Exercise: All records should be reproduced verbatim.

Data supplied:
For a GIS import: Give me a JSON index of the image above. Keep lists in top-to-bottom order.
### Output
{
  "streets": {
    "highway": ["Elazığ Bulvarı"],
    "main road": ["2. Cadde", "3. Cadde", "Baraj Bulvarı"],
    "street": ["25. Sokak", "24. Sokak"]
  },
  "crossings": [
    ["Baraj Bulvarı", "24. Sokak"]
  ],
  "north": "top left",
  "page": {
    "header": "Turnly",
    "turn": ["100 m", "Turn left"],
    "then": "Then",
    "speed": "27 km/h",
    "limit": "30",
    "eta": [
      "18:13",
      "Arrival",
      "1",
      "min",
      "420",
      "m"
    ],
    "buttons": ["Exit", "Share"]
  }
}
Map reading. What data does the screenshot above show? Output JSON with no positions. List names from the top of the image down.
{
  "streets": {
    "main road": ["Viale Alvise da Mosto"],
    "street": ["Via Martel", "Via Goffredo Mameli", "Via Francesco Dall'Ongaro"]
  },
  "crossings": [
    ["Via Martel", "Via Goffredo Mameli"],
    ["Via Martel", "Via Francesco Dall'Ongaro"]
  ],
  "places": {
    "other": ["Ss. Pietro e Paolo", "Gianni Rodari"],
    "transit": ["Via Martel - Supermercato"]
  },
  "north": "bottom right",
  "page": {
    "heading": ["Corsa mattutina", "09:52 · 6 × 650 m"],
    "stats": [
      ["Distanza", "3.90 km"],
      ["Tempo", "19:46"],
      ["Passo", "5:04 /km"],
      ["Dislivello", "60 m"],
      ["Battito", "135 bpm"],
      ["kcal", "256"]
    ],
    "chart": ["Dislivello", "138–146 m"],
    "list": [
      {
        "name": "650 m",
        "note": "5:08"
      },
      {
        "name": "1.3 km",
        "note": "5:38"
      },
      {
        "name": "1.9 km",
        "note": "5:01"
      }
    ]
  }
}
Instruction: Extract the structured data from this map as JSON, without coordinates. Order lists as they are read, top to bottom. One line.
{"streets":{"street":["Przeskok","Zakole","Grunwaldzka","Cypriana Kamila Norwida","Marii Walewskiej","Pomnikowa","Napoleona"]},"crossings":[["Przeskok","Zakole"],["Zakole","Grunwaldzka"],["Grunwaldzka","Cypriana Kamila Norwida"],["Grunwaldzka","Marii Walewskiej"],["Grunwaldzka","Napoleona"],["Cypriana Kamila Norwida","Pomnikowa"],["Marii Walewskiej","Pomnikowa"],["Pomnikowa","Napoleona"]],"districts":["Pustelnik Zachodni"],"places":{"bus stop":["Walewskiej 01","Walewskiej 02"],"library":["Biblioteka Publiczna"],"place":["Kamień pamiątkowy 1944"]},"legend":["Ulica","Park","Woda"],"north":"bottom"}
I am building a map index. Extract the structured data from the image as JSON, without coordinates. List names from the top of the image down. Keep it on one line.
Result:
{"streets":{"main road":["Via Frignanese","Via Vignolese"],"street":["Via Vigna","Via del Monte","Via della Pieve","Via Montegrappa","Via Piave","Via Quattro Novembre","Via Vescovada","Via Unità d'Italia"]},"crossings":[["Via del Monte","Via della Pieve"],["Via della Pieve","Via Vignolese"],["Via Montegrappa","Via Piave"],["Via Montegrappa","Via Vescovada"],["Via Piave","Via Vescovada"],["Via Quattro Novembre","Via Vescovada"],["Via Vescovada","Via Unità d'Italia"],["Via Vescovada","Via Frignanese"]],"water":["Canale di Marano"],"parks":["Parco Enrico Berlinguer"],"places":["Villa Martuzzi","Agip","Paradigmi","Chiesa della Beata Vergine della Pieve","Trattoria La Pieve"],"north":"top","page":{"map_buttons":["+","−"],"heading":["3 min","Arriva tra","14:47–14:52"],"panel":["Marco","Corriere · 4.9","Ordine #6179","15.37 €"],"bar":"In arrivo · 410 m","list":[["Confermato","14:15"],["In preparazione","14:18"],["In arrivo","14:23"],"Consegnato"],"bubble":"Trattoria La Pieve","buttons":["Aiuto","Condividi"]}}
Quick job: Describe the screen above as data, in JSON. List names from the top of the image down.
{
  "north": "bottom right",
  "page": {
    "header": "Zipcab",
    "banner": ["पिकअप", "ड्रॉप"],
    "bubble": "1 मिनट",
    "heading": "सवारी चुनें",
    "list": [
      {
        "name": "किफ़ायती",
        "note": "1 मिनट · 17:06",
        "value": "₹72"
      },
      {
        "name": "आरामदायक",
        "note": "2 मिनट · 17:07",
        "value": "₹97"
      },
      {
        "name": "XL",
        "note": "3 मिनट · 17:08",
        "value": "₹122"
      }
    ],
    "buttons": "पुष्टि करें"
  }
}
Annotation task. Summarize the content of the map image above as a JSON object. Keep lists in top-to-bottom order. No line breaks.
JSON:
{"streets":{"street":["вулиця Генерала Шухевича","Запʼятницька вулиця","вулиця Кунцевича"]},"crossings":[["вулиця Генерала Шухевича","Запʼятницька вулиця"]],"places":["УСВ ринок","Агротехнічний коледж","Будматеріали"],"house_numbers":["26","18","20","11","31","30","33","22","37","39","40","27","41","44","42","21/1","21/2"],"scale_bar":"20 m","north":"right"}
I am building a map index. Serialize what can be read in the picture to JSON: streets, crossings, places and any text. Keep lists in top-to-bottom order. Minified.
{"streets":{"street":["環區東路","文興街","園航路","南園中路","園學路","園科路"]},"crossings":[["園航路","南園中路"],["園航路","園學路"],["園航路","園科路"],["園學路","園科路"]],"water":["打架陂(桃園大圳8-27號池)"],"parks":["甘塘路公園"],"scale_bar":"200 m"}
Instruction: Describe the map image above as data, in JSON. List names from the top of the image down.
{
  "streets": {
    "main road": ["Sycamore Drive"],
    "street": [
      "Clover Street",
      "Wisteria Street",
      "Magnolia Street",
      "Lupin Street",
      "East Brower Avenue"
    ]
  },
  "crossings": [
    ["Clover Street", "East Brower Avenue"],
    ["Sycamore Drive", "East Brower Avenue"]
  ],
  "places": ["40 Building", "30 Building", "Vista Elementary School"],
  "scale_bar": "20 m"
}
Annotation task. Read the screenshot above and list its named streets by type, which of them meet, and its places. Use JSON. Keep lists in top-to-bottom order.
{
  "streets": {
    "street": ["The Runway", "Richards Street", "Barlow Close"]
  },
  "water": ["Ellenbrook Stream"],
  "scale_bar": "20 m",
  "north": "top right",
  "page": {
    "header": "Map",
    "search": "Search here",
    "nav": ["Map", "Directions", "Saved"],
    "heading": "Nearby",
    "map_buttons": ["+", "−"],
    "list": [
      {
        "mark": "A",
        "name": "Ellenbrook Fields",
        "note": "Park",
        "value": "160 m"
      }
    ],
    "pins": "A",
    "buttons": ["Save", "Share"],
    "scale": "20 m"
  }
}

Response to this exercise:
For a GIS import: Give me a JSON index of the image above. Keep lists in top-to-bottom order.
### Output
{
  "streets": {
    "highway": ["Elazığ Bulvarı"],
    "main road": ["2. Cadde", "3. Cadde", "Baraj Bulvarı"],
    "street": ["25. Sokak", "24. Sokak"]
  },
  "crossings": [
    ["Baraj Bulvarı", "24. Sokak"]
  ],
  "north": "top left",
  "page": {
    "header": "Turnly",
    "turn": ["100 m", "Turn left"],
    "then": "Then",
    "speed": "27 km/h",
    "limit": "30",
    "eta": [
      "18:13",
      "Arrival",
      "1",
      "min",
      "420",
      "m"
    ],
    "buttons": ["Exit", "Share"]
  }
}
Map reading. What data does the screenshot above show? Output JSON with no positions. List names from the top of the image down.
{
  "streets": {
    "main road": ["Viale Alvise da Mosto"],
    "street": ["Via Martel", "Via Goffredo Mameli", "Via Francesco Dall'Ongaro"]
  },
  "crossings": [
    ["Via Martel", "Via Goffredo Mameli"],
    ["Via Martel", "Via Francesco Dall'Ongaro"]
  ],
  "places": {
    "other": ["Ss. Pietro e Paolo", "Gianni Rodari"],
    "transit": ["Via Martel - Supermercato"]
  },
  "north": "bottom right",
  "page": {
    "heading": ["Corsa mattutina", "09:52 · 6 × 650 m"],
    "stats": [
      ["Distanza", "3.90 km"],
      ["Tempo", "19:46"],
      ["Passo", "5:04 /km"],
      ["Dislivello", "60 m"],
      ["Battito", "135 bpm"],
      ["kcal", "256"]
    ],
    "chart": ["Dislivello", "138–146 m"],
    "list": [
      {
        "name": "650 m",
        "note": "5:08"
      },
      {
        "name": "1.3 km",
        "note": "5:38"
      },
      {
        "name": "1.9 km",
        "note": "5:01"
      }
    ]
  }
}
Instruction: Extract the structured data from this map as JSON, without coordinates. Order lists as they are read, top to bottom. One line.
{"streets":{"street":["Przeskok","Zakole","Grunwaldzka","Cypriana Kamila Norwida","Marii Walewskiej","Pomnikowa","Napoleona"]},"crossings":[["Przeskok","Zakole"],["Zakole","Grunwaldzka"],["Grunwaldzka","Cypriana Kamila Norwida"],["Grunwaldzka","Marii Walewskiej"],["Grunwaldzka","Napoleona"],["Cypriana Kamila Norwida","Pomnikowa"],["Marii Walewskiej","Pomnikowa"],["Pomnikowa","Napoleona"]],"districts":["Pustelnik Zachodni"],"places":{"bus stop":["Walewskiej 01","Walewskiej 02"],"library":["Biblioteka Publiczna"],"place":["Kamień pamiątkowy 1944"]},"legend":["Ulica","Park","Woda"],"north":"bottom"}
I am building a map index. Extract the structured data from the image as JSON, without coordinates. List names from the top of the image down. Keep it on one line.
Result:
{"streets":{"main road":["Via Frignanese","Via Vignolese"],"street":["Via Vigna","Via del Monte","Via della Pieve","Via Montegrappa","Via Piave","Via Quattro Novembre","Via Vescovada","Via Unità d'Italia"]},"crossings":[["Via del Monte","Via della Pieve"],["Via della Pieve","Via Vignolese"],["Via Montegrappa","Via Piave"],["Via Montegrappa","Via Vescovada"],["Via Piave","Via Vescovada"],["Via Quattro Novembre","Via Vescovada"],["Via Vescovada","Via Unità d'Italia"],["Via Vescovada","Via Frignanese"]],"water":["Canale di Marano"],"parks":["Parco Enrico Berlinguer"],"places":["Villa Martuzzi","Agip","Paradigmi","Chiesa della Beata Vergine della Pieve","Trattoria La Pieve"],"north":"top","page":{"map_buttons":["+","−"],"heading":["3 min","Arriva tra","14:47–14:52"],"panel":["Marco","Corriere · 4.9","Ordine #6179","15.37 €"],"bar":"In arrivo · 410 m","list":[["Confermato","14:15"],["In preparazione","14:18"],["In arrivo","14:23"],"Consegnato"],"bubble":"Trattoria La Pieve","buttons":["Aiuto","Condividi"]}}
Quick job: Describe the screen above as data, in JSON. List names from the top of the image down.
{
  "north": "bottom right",
  "page": {
    "header": "Zipcab",
    "banner": ["पिकअप", "ड्रॉप"],
    "bubble": "1 मिनट",
    "heading": "सवारी चुनें",
    "list": [
      {
        "name": "किफ़ायती",
        "note": "1 मिनट · 17:06",
        "value": "₹72"
      },
      {
        "name": "आरामदायक",
        "note": "2 मिनट · 17:07",
        "value": "₹97"
      },
      {
        "name": "XL",
        "note": "3 मिनट · 17:08",
        "value": "₹122"
      }
    ],
    "buttons": "पुष्टि करें"
  }
}
Annotation task. Summarize the content of the map image above as a JSON object. Keep lists in top-to-bottom order. No line breaks.
JSON:
{"streets":{"street":["вулиця Генерала Шухевича","Запʼятницька вулиця","вулиця Кунцевича"]},"crossings":[["вулиця Генерала Шухевича","Запʼятницька вулиця"]],"places":["УСВ ринок","Агротехнічний коледж","Будматеріали"],"house_numbers":["26","18","20","11","31","30","33","22","37","39","40","27","41","44","42","21/1","21/2"],"scale_bar":"20 m","north":"right"}
I am building a map index. Serialize what can be read in the picture to JSON: streets, crossings, places and any text. Keep lists in top-to-bottom order. Minified.
{"streets":{"street":["環區東路","文興街","園航路","南園中路","園學路","園科路"]},"crossings":[["園航路","南園中路"],["園航路","園學路"],["園航路","園科路"],["園學路","園科路"]],"water":["打架陂(桃園大圳8-27號池)"],"parks":["甘塘路公園"],"scale_bar":"200 m"}
Instruction: Describe the map image above as data, in JSON. List names from the top of the image down.
{
  "streets": {
    "main road": ["Sycamore Drive"],
    "street": [
      "Clover Street",
      "Wisteria Street",
      "Magnolia Street",
      "Lupin Street",
      "East Brower Avenue"
    ]
  },
  "crossings": [
    ["Clover Street", "East Brower Avenue"],
    ["Sycamore Drive", "East Brower Avenue"]
  ],
  "places": ["40 Building", "30 Building", "Vista Elementary School"],
  "scale_bar": "20 m"
}
Annotation task. Read the screenshot above and list its named streets by type, which of them meet, and its places. Use JSON. Keep lists in top-to-bottom order.
{
  "streets": {
    "street": ["The Runway", "Richards Street", "Barlow Close"]
  },
  "water": ["Ellenbrook Stream"],
  "scale_bar": "20 m",
  "north": "top right",
  "page": {
    "header": "Map",
    "search": "Search here",
    "nav": ["Map", "Directions", "Saved"],
    "heading": "Nearby",
    "map_buttons": ["+", "−"],
    "list": [
      {
        "mark": "A",
        "name": "Ellenbrook Fields",
        "note": "Park",
        "value": "160 m"
      }
    ],
    "pins": "A",
    "buttons": ["Save", "Share"],
    "scale": "20 m"
  }
}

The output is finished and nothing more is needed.